··· Input material ···
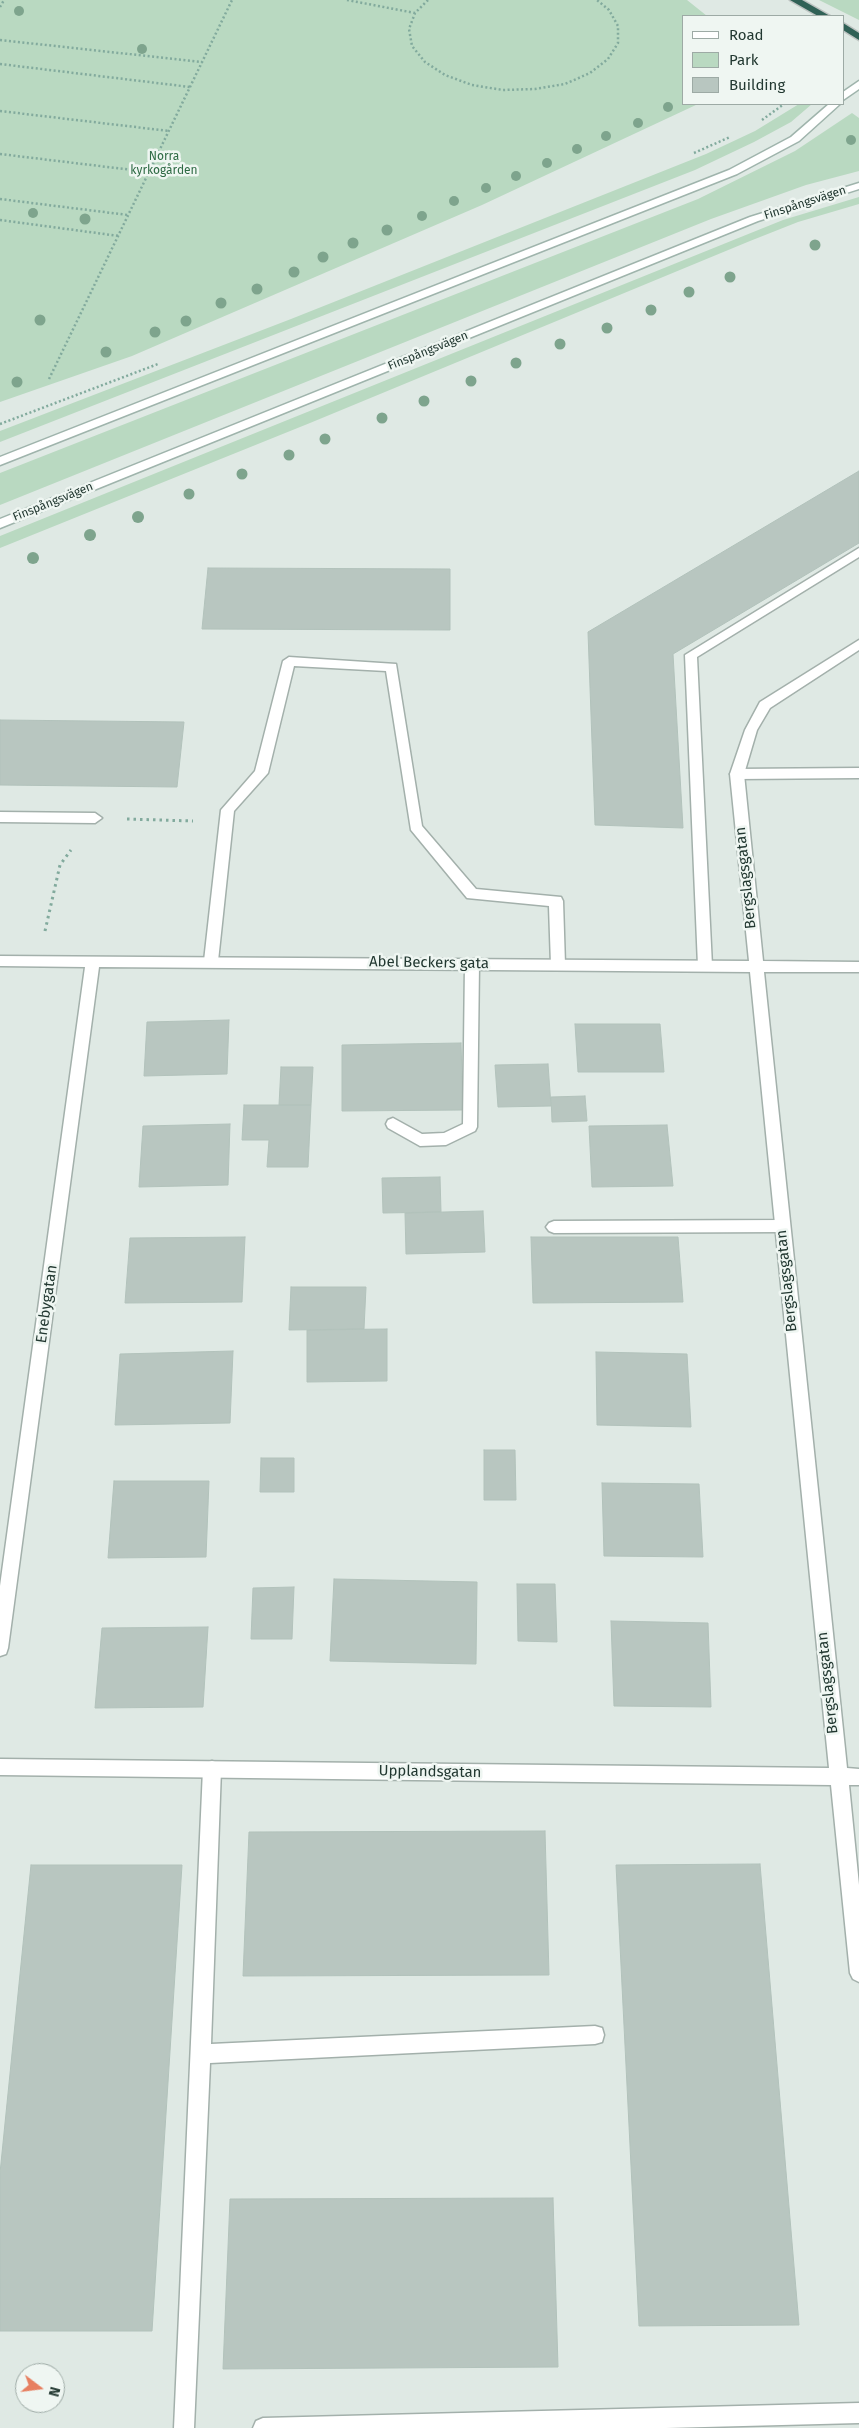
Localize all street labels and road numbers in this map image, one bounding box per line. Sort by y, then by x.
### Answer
street label: Finspångsvägen [762,183,848,223]
street label: Finspångsvägen [386,328,470,374]
street label: Finspångsvägen [11,479,95,525]
street label: Bergslagsgatan [732,826,760,930]
street label: Abel Beckers gata [369,953,489,973]
street label: Bergslagsgatan [773,1229,801,1333]
street label: Enebygatan [33,1264,61,1344]
street label: Bergslagsgatan [814,1631,842,1735]
street label: Upplandsgatan [378,1762,482,1782]

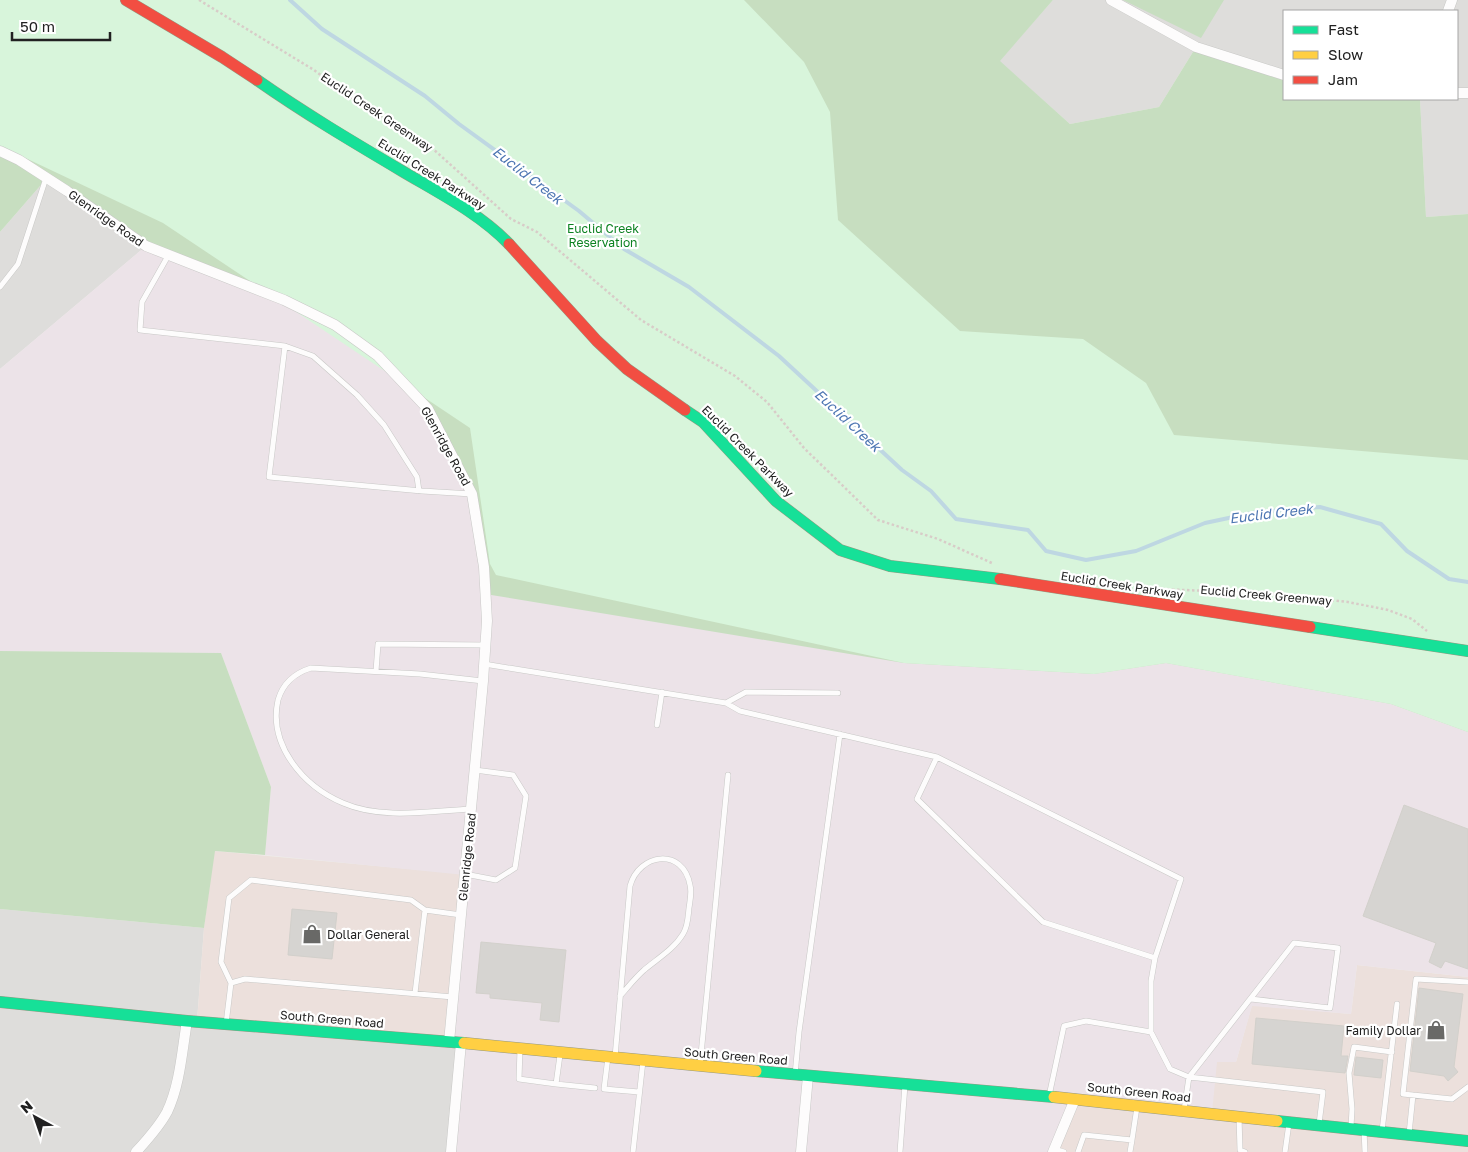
···
* Work to be completed *
When you copy the data above, reproduce each line exactly and skip every image.

* Exercise answer *
Localize all street labels and road numbers in this map image, one bounding box per line. Sort by y, then by x.
### Answer
street label: Finspångsvägen [762,183,848,223]
street label: Finspångsvägen [386,328,470,374]
street label: Finspångsvägen [11,479,95,525]
street label: Bergslagsgatan [732,826,760,930]
street label: Abel Beckers gata [369,953,489,973]
street label: Bergslagsgatan [773,1229,801,1333]
street label: Enebygatan [33,1264,61,1344]
street label: Bergslagsgatan [814,1631,842,1735]
street label: Upplandsgatan [378,1762,482,1782]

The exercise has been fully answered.